Explorer, adventurer, investigator and reporter his life was characterized
by excitement, unpredictability and danger.
Richard Francis Burton was born in England in 1821, the son of an
army colonel. Accompanying his parents on their frequent travels
abroad, the young Richard gained both a taste for travel and a linguistic
ability that stayed with him for the rest of his life. Having been
expelled from Oxford university for attending horse-racing (not
the first of the many social misdemeanors Burton was to make in
his life) he joined the army of the East India Company aged 21.
His first posting took him to Sindh, India. Excelling at languages,
and with a penchant for disguise, adventure and reconnaissance,
he made a first class intelligence officer- penetrating souks and
bazaars to bring back information for his commander Sir Charles
Napier. His promising career ended however, after an assignment
to investigate homosexual brothels.
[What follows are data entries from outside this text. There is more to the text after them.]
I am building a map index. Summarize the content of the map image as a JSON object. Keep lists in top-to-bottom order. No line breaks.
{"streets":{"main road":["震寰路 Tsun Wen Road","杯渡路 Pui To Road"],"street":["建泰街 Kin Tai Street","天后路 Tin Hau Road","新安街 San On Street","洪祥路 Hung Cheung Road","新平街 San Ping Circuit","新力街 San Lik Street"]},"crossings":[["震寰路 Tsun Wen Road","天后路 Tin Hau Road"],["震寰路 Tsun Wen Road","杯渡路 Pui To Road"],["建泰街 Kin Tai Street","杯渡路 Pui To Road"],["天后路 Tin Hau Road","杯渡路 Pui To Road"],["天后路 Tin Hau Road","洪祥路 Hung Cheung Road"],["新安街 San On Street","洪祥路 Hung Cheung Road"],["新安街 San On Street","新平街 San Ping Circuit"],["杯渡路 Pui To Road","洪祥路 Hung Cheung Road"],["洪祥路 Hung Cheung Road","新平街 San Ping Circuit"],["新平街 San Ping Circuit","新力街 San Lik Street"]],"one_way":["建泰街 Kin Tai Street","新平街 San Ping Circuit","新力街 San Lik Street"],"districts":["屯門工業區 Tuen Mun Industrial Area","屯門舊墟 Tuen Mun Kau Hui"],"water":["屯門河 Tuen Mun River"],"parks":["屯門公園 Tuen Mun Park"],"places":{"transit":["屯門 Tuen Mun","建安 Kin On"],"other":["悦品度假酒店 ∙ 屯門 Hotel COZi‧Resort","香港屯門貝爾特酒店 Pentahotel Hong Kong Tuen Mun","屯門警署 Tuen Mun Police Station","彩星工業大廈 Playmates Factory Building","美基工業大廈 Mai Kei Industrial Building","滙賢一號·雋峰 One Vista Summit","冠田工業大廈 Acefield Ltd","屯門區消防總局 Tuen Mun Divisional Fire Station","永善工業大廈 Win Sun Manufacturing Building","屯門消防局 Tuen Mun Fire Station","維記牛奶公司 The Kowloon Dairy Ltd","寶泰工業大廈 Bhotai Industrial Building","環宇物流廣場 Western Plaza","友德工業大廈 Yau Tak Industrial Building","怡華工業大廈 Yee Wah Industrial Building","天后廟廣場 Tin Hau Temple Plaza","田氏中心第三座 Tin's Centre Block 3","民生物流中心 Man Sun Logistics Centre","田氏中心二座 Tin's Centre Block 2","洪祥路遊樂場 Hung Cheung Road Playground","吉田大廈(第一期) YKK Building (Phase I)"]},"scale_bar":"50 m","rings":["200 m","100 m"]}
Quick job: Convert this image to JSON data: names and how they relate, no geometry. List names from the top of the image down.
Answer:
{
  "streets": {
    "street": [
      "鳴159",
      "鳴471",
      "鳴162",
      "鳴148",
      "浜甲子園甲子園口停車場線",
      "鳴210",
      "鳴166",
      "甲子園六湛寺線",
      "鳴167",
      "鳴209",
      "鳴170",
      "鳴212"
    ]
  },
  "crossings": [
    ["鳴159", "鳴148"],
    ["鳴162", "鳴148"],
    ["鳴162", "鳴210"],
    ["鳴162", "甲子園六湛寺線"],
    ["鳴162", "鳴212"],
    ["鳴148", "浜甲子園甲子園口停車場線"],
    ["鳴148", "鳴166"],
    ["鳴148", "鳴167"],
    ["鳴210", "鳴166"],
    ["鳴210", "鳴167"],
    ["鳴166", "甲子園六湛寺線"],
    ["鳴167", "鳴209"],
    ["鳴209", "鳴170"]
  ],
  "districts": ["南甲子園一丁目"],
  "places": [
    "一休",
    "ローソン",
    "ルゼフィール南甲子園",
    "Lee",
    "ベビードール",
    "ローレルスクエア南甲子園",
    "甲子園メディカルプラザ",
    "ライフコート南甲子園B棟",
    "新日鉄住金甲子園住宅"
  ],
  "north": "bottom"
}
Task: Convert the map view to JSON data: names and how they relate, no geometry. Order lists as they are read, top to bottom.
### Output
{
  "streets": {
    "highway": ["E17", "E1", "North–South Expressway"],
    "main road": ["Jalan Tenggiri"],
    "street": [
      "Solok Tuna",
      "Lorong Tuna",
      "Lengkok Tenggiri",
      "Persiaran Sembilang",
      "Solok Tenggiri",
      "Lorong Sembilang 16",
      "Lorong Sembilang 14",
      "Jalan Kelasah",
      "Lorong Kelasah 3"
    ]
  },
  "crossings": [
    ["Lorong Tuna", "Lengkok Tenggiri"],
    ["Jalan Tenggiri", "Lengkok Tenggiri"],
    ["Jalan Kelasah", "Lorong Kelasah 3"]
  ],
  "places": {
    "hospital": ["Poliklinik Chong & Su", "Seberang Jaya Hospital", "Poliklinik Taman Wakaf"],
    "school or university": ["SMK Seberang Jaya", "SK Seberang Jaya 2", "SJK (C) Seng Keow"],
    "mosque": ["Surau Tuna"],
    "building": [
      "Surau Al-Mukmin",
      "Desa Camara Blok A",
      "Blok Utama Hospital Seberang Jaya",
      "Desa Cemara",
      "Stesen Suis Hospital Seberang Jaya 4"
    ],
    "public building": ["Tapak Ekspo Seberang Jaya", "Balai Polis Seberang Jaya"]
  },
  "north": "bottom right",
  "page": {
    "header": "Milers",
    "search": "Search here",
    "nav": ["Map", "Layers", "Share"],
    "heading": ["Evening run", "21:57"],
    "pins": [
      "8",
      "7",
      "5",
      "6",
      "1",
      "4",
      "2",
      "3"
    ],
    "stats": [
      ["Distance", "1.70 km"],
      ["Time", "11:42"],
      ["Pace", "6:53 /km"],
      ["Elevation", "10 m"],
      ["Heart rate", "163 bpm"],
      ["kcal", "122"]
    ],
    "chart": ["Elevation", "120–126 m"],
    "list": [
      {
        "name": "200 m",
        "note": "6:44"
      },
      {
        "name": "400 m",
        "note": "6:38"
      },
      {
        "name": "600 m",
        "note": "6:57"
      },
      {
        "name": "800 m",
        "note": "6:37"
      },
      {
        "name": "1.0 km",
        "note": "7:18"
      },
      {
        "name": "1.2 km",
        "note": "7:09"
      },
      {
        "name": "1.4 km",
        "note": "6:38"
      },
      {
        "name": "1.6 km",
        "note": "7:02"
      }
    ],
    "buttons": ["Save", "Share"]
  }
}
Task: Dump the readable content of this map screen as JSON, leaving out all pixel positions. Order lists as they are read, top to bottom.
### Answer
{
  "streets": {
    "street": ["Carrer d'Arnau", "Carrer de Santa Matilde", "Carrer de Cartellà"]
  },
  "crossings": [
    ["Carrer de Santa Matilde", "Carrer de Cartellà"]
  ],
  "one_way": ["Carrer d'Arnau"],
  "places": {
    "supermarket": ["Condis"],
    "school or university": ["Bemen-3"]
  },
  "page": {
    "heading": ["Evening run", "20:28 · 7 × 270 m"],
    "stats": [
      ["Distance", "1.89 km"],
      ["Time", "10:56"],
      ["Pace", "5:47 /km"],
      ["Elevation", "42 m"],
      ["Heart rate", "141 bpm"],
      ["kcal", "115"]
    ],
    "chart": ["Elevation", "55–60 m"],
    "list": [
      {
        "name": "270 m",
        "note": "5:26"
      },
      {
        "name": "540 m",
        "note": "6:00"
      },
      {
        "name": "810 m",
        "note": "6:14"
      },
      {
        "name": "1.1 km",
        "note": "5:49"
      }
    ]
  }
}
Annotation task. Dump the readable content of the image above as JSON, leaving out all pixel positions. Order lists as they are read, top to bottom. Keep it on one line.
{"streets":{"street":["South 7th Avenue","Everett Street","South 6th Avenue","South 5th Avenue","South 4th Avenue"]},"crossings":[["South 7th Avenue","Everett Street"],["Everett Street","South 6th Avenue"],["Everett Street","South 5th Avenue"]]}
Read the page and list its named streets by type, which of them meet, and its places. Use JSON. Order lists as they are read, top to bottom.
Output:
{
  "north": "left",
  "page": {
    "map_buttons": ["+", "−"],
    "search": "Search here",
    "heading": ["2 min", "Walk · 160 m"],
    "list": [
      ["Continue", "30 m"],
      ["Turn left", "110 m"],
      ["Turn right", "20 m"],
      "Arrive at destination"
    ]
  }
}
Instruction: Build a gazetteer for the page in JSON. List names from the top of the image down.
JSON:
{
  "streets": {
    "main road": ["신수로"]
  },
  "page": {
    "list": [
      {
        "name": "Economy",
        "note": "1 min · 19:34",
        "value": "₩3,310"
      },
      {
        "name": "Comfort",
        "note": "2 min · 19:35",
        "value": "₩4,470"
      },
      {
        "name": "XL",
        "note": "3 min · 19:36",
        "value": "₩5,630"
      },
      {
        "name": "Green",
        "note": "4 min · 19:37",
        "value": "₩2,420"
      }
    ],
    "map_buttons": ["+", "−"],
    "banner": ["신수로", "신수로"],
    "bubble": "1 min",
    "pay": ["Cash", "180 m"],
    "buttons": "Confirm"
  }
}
His report revealed the extent
to which such brothels were frequented by British officers and,
after Napier's departure from India, Burton's embarassing report
was hushed up and his own departure encouraged. Sick with both disillusion
and cholera, he left India at age 29.
He spent the next 3 years recuperating in France where he wrote
four books on his experiences of the culture of India. He also finished
planning a long-held dream of an expedition to the sacred city of
Mecca - hitherto forbidden to non-Muslims. Disguising himself as
an Afghanistani Muslim, he went to Cairo, Suez, and Medina in 1853
before entering Mecca to sketch and record the Holy Shrine of Ka'bah.
As a non-believer he would have faced mandatory execution had he
been discovered. He recorded the expedition in Pilgrimage to El-Medinah
and Mecca, combining his own adventure narrative with a deep insight
into Muslim culture.
The following year Burton undertook a similar expedition to the
equally forbidden East African city of Harer in Somalia, becoming
the first European to enter this Muslim citadel and leave alive.
Again he recorded the experience - part adventure story, part accomplished
anthropological study. Whilst in Africa, he also developed a passion
for discovering the source of the river Nile. Subsequent expeditions
were undertaken with his partner, John Speke, until this end was
achieved, with tribal attacks and bouts of malaria proving testing
though not insurmountable obstacles. Whilst it was actually Speke
who correctly identified Lake Victoria as the river's source, it
is Burton who is credited with discovering Lake Tanganyika in 1858.
After his return from Africa, this intrepid and ever-questioning
explorer shifted his attention to a different continent. In 1861
he made a surprise overland trip to Utah, United States to visit
the Mormons and their leader. Moralists were appalled both by his
visit and his dispassionate reporting of their religious and polygamous
habits in his subsequent book The City of the Saints. Shortly after
his return he married Isabel Arundell, the daughter of an aristocratic,
Catholic family that he had been courting since 1856.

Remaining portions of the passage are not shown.